Concentration Risk Management
The risk governance framework should include policies and supporting processes appropriate for the covered bank's size, complexity, and risk profile for effectively identifying, measuring, monitoring, and controlling the covered bank's concentrations of risk.
Risk Data Aggregation and Reporting
The risk governance framework should include a set of policies, supported by appropriate procedures and processes, designed to provide risk data aggregation and reporting capabilities appropriate for the covered bank's size, complexity, and risk profile and to support supervisory reporting requirements. Collectively, these policies, procedures, and processes should provide for: (i) The design, implementation, and maintenance of a data architecture and information technology infrastructure that support the covered bank's risk aggregation and reporting needs during normal times and during times of stress; (ii) the capturing and aggregating of risk data and reporting of material risks, concentrations, and emerging risks in a timely manner to the board of directors and the OCC; and (iii) the distribution of risk reports to all relevant parties at a frequency that meets their needs for decision-making purposes.

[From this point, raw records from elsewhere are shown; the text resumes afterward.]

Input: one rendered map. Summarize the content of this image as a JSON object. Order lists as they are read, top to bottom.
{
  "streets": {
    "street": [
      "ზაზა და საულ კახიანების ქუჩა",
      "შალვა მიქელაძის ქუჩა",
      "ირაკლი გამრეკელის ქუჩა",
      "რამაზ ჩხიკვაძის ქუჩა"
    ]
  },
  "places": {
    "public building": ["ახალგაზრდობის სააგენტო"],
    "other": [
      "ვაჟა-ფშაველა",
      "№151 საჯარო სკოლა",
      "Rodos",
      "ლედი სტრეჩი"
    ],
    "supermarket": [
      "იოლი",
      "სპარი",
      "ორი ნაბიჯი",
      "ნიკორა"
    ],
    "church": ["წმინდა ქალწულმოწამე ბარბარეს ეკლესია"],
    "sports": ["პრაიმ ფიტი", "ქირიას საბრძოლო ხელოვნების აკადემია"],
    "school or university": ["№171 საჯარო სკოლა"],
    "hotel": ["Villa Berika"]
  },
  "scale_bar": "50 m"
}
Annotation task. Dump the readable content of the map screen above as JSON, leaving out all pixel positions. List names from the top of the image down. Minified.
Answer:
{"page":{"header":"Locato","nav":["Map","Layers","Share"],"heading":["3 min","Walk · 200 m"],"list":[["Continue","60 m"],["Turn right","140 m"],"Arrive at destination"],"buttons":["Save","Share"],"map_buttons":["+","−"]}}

Talent and Compensation Management
A covered bank should establish and adhere to processes for talent development, recruitment, and succession planning. The board of directors or appropriate committee should review and approve a written talent management program. A covered bank should also establish and adhere to compensation and performance management programs that comply with any applicable statute or regulation.
Board of Directors Training and Evaluation
The board of directors of a covered bank should establish and adhere to a formal, ongoing training program for all directors. The board of directors should also conduct an annual self-assessment.

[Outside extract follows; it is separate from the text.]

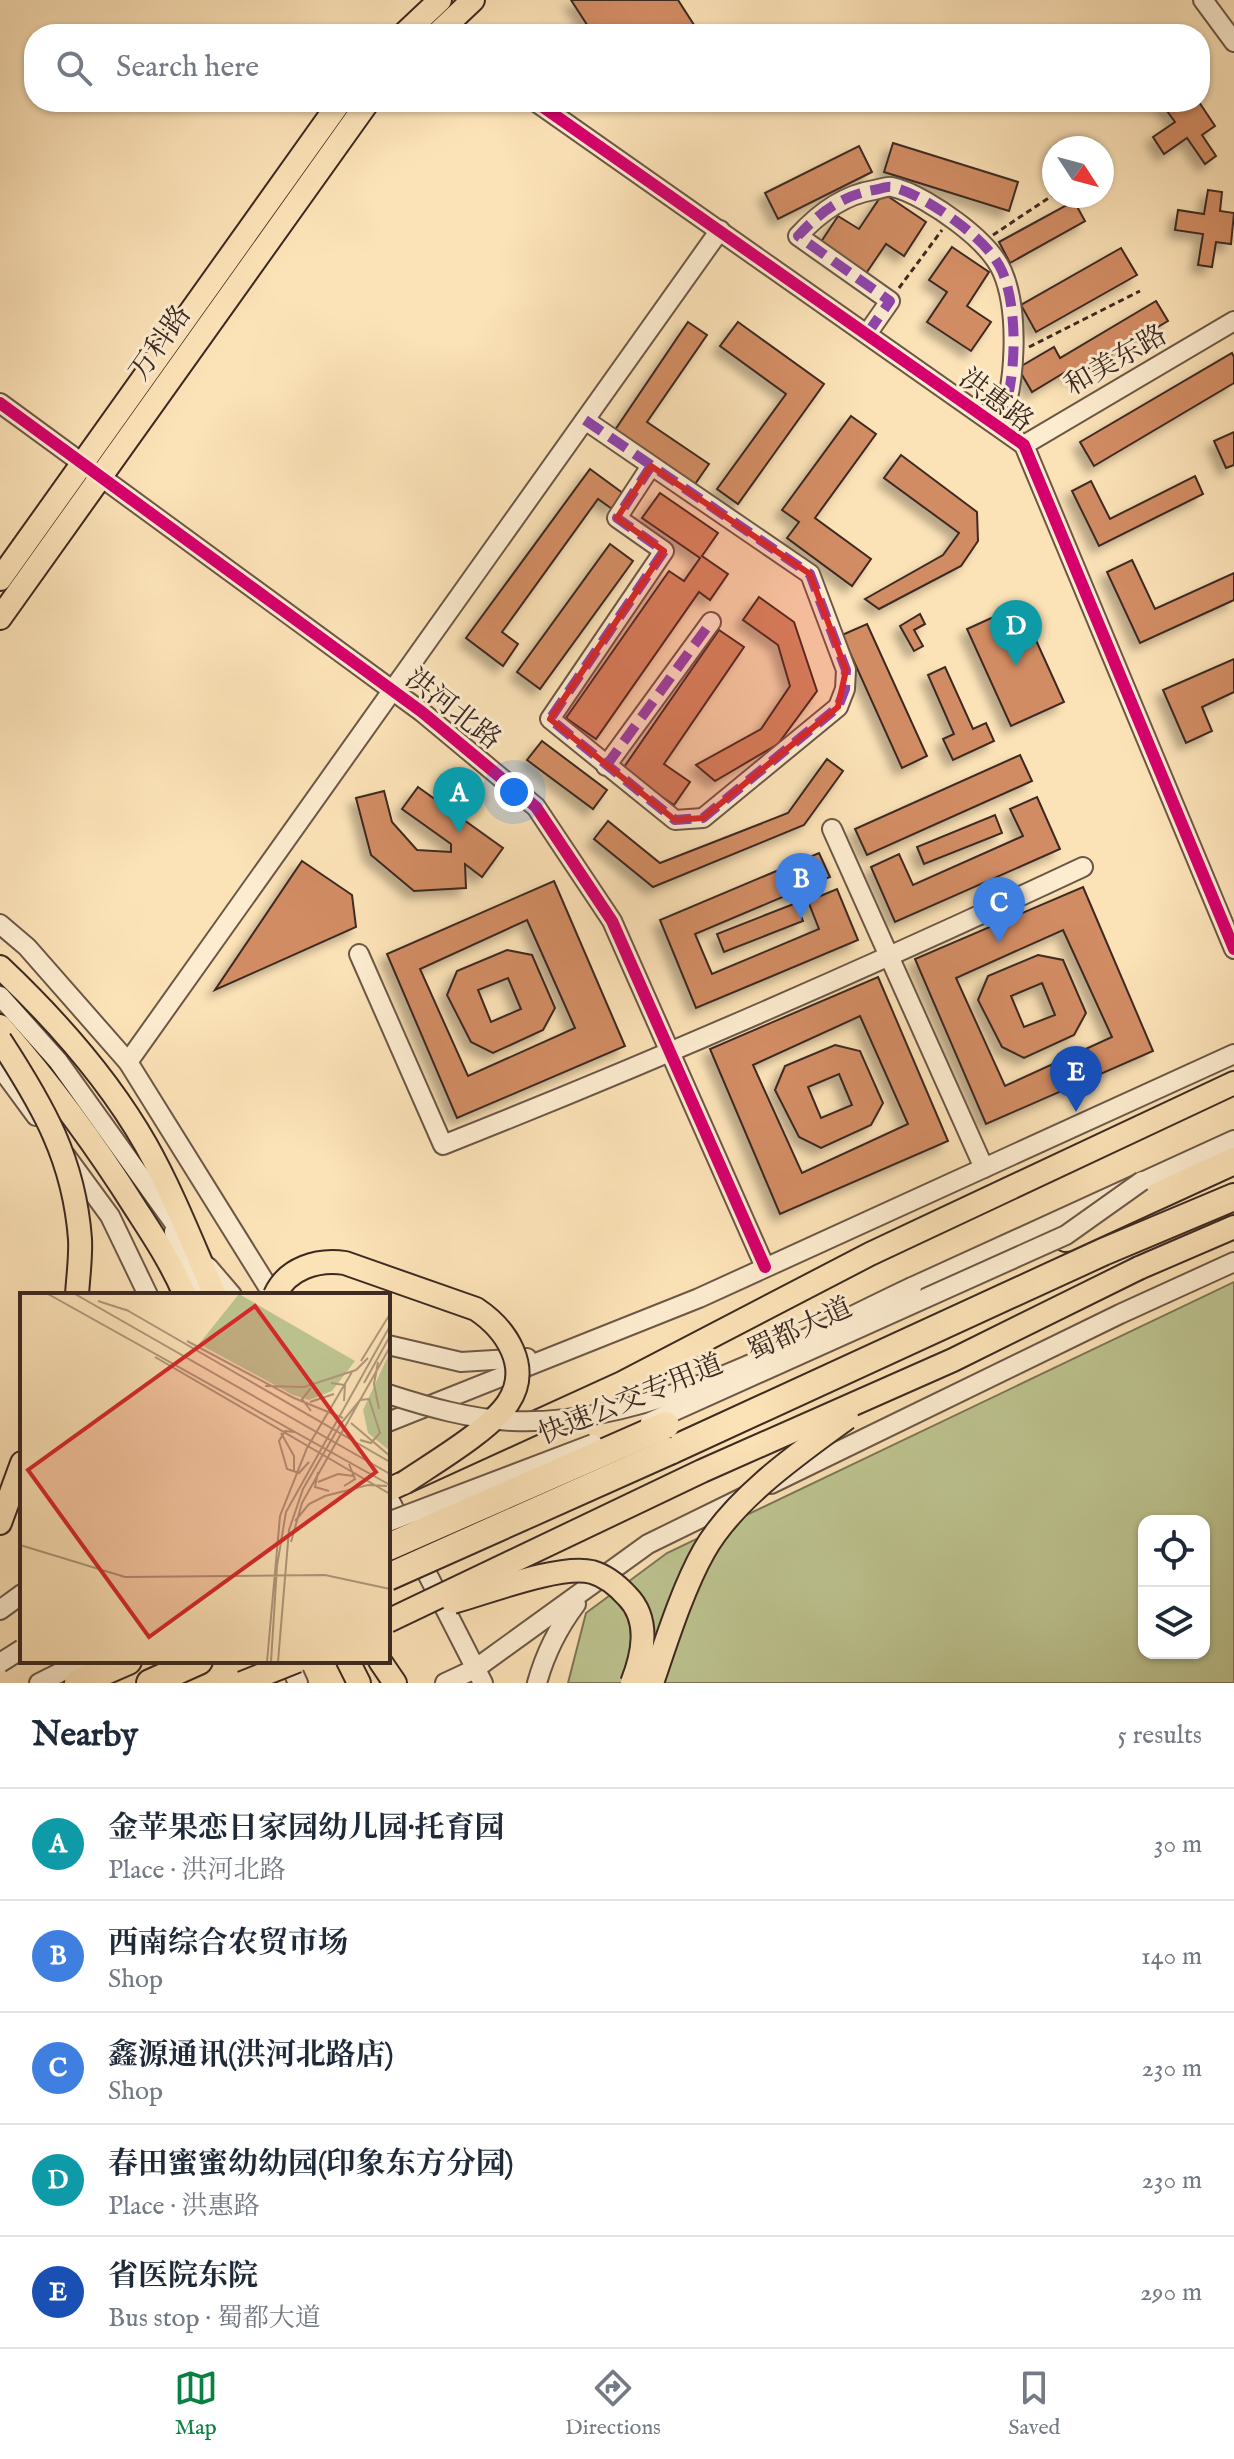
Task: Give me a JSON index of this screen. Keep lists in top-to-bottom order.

Type of Review: Regular review.
Affected Public: Businesses or other for-profit.
Estimated Number of Respondents: 41.
Estimated Burden per Respondent: 3,776 hours.
Estimated Total Annual Burden: 154,816 hours.

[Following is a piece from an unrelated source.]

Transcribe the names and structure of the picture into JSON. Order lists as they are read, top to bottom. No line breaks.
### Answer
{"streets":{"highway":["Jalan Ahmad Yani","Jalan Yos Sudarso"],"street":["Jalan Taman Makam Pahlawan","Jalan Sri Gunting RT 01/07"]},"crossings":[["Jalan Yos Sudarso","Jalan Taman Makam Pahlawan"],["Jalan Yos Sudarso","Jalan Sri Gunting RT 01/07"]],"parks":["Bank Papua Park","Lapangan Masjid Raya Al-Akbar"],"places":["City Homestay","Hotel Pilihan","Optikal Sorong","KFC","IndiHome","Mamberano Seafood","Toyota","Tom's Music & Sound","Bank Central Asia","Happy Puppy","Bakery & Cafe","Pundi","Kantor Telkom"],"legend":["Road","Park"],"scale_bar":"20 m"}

Comments: Comments submitted in response to this notice will be summarized and included in the request for OMB approval. All comments will become a matter of public record. Comments are invited on:
(a) Whether the collection of information is necessary for the proper performance of the functions of the OCC, including whether the information has practical utility;
(b) The accuracy of the OCC's estimate of the burden of the information collection;
(c) Ways to enhance the quality, utility, and clarity of the information to be collected;
(d) Ways to minimize the burden of the collection on respondents, including through the use of automated collection techniques or other forms of information technology; and
(e) Estimates of capital or start-up costs and costs of operation, maintenance, and purchase of services to provide information.Start Signature
Dated: June 23, 2017.
Deputy Chief Counsel, Office of the Comptroller of the Currency.